Work required.
A word-for-word repeat of all the data is the goal.
= Beginning of Section =
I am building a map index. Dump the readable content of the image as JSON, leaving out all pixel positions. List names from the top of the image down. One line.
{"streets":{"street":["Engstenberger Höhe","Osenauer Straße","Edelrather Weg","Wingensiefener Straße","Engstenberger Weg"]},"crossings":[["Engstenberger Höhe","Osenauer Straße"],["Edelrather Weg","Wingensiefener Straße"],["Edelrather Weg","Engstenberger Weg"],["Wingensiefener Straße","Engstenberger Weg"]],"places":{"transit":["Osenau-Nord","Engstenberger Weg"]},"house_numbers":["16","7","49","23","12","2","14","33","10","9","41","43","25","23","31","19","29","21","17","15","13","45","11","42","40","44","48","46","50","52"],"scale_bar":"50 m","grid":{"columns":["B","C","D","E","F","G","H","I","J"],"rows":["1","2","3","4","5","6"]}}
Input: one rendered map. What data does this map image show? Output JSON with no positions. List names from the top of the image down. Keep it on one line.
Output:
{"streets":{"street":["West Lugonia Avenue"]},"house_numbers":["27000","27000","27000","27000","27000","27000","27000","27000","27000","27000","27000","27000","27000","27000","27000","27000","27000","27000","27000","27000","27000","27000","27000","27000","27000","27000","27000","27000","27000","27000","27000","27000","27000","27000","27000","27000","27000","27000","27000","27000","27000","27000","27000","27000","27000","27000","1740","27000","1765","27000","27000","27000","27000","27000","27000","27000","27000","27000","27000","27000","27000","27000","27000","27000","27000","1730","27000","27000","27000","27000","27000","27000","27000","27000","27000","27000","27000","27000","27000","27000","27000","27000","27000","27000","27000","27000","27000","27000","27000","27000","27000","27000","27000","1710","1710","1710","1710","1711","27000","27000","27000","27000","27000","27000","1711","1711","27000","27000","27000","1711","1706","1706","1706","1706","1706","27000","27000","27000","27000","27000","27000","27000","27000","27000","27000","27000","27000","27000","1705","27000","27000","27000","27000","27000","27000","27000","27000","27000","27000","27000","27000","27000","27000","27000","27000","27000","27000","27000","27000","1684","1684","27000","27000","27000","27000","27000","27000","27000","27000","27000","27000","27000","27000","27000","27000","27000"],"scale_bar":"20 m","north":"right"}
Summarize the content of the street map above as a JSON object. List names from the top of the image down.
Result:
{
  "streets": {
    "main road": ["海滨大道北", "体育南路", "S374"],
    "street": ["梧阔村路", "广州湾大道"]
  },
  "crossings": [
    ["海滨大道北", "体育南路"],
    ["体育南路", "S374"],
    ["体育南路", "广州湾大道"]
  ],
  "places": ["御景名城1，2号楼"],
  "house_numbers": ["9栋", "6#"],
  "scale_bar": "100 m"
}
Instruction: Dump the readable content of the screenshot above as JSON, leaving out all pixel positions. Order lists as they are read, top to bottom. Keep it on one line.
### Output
= End of Section =
Task response.
I am building a map index. Dump the readable content of the image as JSON, leaving out all pixel positions. List names from the top of the image down. One line.
{"streets":{"street":["Engstenberger Höhe","Osenauer Straße","Edelrather Weg","Wingensiefener Straße","Engstenberger Weg"]},"crossings":[["Engstenberger Höhe","Osenauer Straße"],["Edelrather Weg","Wingensiefener Straße"],["Edelrather Weg","Engstenberger Weg"],["Wingensiefener Straße","Engstenberger Weg"]],"places":{"transit":["Osenau-Nord","Engstenberger Weg"]},"house_numbers":["16","7","49","23","12","2","14","33","10","9","41","43","25","23","31","19","29","21","17","15","13","45","11","42","40","44","48","46","50","52"],"scale_bar":"50 m","grid":{"columns":["B","C","D","E","F","G","H","I","J"],"rows":["1","2","3","4","5","6"]}}
Input: one rendered map. What data does this map image show? Output JSON with no positions. List names from the top of the image down. Keep it on one line.
Output:
{"streets":{"street":["West Lugonia Avenue"]},"house_numbers":["27000","27000","27000","27000","27000","27000","27000","27000","27000","27000","27000","27000","27000","27000","27000","27000","27000","27000","27000","27000","27000","27000","27000","27000","27000","27000","27000","27000","27000","27000","27000","27000","27000","27000","27000","27000","27000","27000","27000","27000","27000","27000","27000","27000","27000","27000","1740","27000","1765","27000","27000","27000","27000","27000","27000","27000","27000","27000","27000","27000","27000","27000","27000","27000","27000","1730","27000","27000","27000","27000","27000","27000","27000","27000","27000","27000","27000","27000","27000","27000","27000","27000","27000","27000","27000","27000","27000","27000","27000","27000","27000","27000","27000","1710","1710","1710","1710","1711","27000","27000","27000","27000","27000","27000","1711","1711","27000","27000","27000","1711","1706","1706","1706","1706","1706","27000","27000","27000","27000","27000","27000","27000","27000","27000","27000","27000","27000","27000","1705","27000","27000","27000","27000","27000","27000","27000","27000","27000","27000","27000","27000","27000","27000","27000","27000","27000","27000","27000","27000","1684","1684","27000","27000","27000","27000","27000","27000","27000","27000","27000","27000","27000","27000","27000","27000","27000"],"scale_bar":"20 m","north":"right"}
Summarize the content of the street map above as a JSON object. List names from the top of the image down.
Result:
{
  "streets": {
    "main road": ["海滨大道北", "体育南路", "S374"],
    "street": ["梧阔村路", "广州湾大道"]
  },
  "crossings": [
    ["海滨大道北", "体育南路"],
    ["体育南路", "S374"],
    ["体育南路", "广州湾大道"]
  ],
  "places": ["御景名城1，2号楼"],
  "house_numbers": ["9栋", "6#"],
  "scale_bar": "100 m"
}
Instruction: Dump the readable content of the screenshot above as JSON, leaving out all pixel positions. Order lists as they are read, top to bottom. Keep it on one line.
### Output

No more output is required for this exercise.